» **DATA FOR THIS TASK**:
--------------------------------

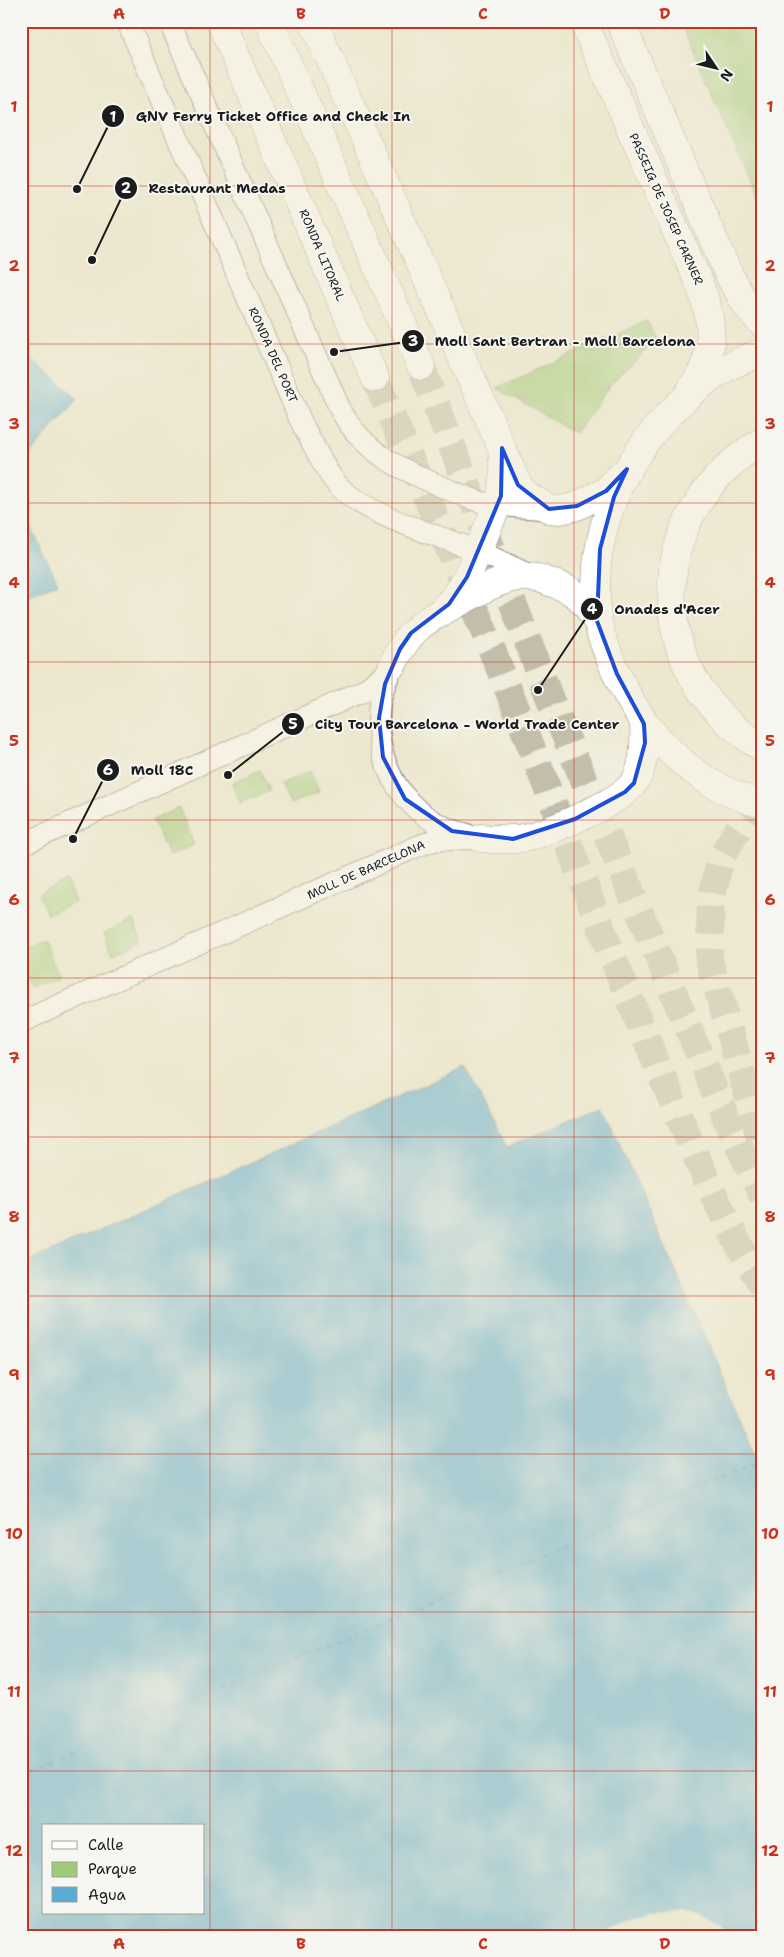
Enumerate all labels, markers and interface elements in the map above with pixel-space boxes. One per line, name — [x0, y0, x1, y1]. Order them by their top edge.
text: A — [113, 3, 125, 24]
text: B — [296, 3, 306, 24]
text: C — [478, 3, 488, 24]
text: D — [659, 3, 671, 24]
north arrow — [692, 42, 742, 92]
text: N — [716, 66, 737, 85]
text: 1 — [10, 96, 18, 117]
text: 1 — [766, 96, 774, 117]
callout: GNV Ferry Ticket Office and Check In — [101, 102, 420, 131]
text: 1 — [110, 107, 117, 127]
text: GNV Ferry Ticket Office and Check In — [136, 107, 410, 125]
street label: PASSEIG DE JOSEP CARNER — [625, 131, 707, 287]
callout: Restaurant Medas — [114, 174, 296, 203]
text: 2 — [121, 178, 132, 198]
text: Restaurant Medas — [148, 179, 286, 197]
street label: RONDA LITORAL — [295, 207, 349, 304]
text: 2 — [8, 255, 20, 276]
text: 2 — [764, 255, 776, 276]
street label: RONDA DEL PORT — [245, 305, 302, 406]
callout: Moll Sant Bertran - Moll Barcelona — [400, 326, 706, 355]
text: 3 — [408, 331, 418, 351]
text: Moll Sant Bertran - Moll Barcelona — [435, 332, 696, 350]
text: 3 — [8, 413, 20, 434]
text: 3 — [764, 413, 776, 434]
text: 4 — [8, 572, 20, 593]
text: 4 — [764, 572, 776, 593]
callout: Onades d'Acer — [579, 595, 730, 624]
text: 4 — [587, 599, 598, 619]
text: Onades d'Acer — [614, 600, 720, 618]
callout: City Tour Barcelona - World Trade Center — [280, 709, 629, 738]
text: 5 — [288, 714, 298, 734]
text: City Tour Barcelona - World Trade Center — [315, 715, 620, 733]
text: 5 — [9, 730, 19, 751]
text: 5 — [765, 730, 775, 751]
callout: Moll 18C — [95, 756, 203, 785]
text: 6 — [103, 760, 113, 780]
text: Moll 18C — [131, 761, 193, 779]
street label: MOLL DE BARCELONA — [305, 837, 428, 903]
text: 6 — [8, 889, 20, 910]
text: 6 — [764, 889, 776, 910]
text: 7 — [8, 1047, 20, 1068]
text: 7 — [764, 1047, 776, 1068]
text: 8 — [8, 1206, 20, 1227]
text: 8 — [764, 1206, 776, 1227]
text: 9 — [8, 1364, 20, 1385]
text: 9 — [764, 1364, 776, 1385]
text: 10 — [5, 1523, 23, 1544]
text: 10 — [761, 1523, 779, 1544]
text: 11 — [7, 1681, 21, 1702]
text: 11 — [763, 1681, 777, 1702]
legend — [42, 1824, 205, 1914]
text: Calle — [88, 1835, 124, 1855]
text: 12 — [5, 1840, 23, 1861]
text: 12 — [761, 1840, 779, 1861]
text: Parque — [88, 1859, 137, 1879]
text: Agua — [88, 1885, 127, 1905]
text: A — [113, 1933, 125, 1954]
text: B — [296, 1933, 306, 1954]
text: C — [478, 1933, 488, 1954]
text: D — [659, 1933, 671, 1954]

--------------------------------

» **WHAT NEEDS TO BE DONE**: A verbatim rendering of the listing above is required, without any of its pictures.

» **SOLUTION BELOW**:
Enumerate all labels, markers and interface elements in the map above with pixel-space boxes. One per line, name — [x0, y0, x1, y1]. Order them by their top edge.
text: A — [113, 3, 125, 24]
text: B — [296, 3, 306, 24]
text: C — [478, 3, 488, 24]
text: D — [659, 3, 671, 24]
north arrow — [692, 42, 742, 92]
text: N — [716, 66, 737, 85]
text: 1 — [10, 96, 18, 117]
text: 1 — [766, 96, 774, 117]
callout: GNV Ferry Ticket Office and Check In — [101, 102, 420, 131]
text: 1 — [110, 107, 117, 127]
text: GNV Ferry Ticket Office and Check In — [136, 107, 410, 125]
street label: PASSEIG DE JOSEP CARNER — [625, 131, 707, 287]
callout: Restaurant Medas — [114, 174, 296, 203]
text: 2 — [121, 178, 132, 198]
text: Restaurant Medas — [148, 179, 286, 197]
street label: RONDA LITORAL — [295, 207, 349, 304]
text: 2 — [8, 255, 20, 276]
text: 2 — [764, 255, 776, 276]
street label: RONDA DEL PORT — [245, 305, 302, 406]
callout: Moll Sant Bertran - Moll Barcelona — [400, 326, 706, 355]
text: 3 — [408, 331, 418, 351]
text: Moll Sant Bertran - Moll Barcelona — [435, 332, 696, 350]
text: 3 — [8, 413, 20, 434]
text: 3 — [764, 413, 776, 434]
text: 4 — [8, 572, 20, 593]
text: 4 — [764, 572, 776, 593]
callout: Onades d'Acer — [579, 595, 730, 624]
text: 4 — [587, 599, 598, 619]
text: Onades d'Acer — [614, 600, 720, 618]
callout: City Tour Barcelona - World Trade Center — [280, 709, 629, 738]
text: 5 — [288, 714, 298, 734]
text: City Tour Barcelona - World Trade Center — [315, 715, 620, 733]
text: 5 — [9, 730, 19, 751]
text: 5 — [765, 730, 775, 751]
callout: Moll 18C — [95, 756, 203, 785]
text: 6 — [103, 760, 113, 780]
text: Moll 18C — [131, 761, 193, 779]
street label: MOLL DE BARCELONA — [305, 837, 428, 903]
text: 6 — [8, 889, 20, 910]
text: 6 — [764, 889, 776, 910]
text: 7 — [8, 1047, 20, 1068]
text: 7 — [764, 1047, 776, 1068]
text: 8 — [8, 1206, 20, 1227]
text: 8 — [764, 1206, 776, 1227]
text: 9 — [8, 1364, 20, 1385]
text: 9 — [764, 1364, 776, 1385]
text: 10 — [5, 1523, 23, 1544]
text: 10 — [761, 1523, 779, 1544]
text: 11 — [7, 1681, 21, 1702]
text: 11 — [763, 1681, 777, 1702]
legend — [42, 1824, 205, 1914]
text: Calle — [88, 1835, 124, 1855]
text: 12 — [5, 1840, 23, 1861]
text: 12 — [761, 1840, 779, 1861]
text: Parque — [88, 1859, 137, 1879]
text: Agua — [88, 1885, 127, 1905]
text: A — [113, 1933, 125, 1954]
text: B — [296, 1933, 306, 1954]
text: C — [478, 1933, 488, 1954]
text: D — [659, 1933, 671, 1954]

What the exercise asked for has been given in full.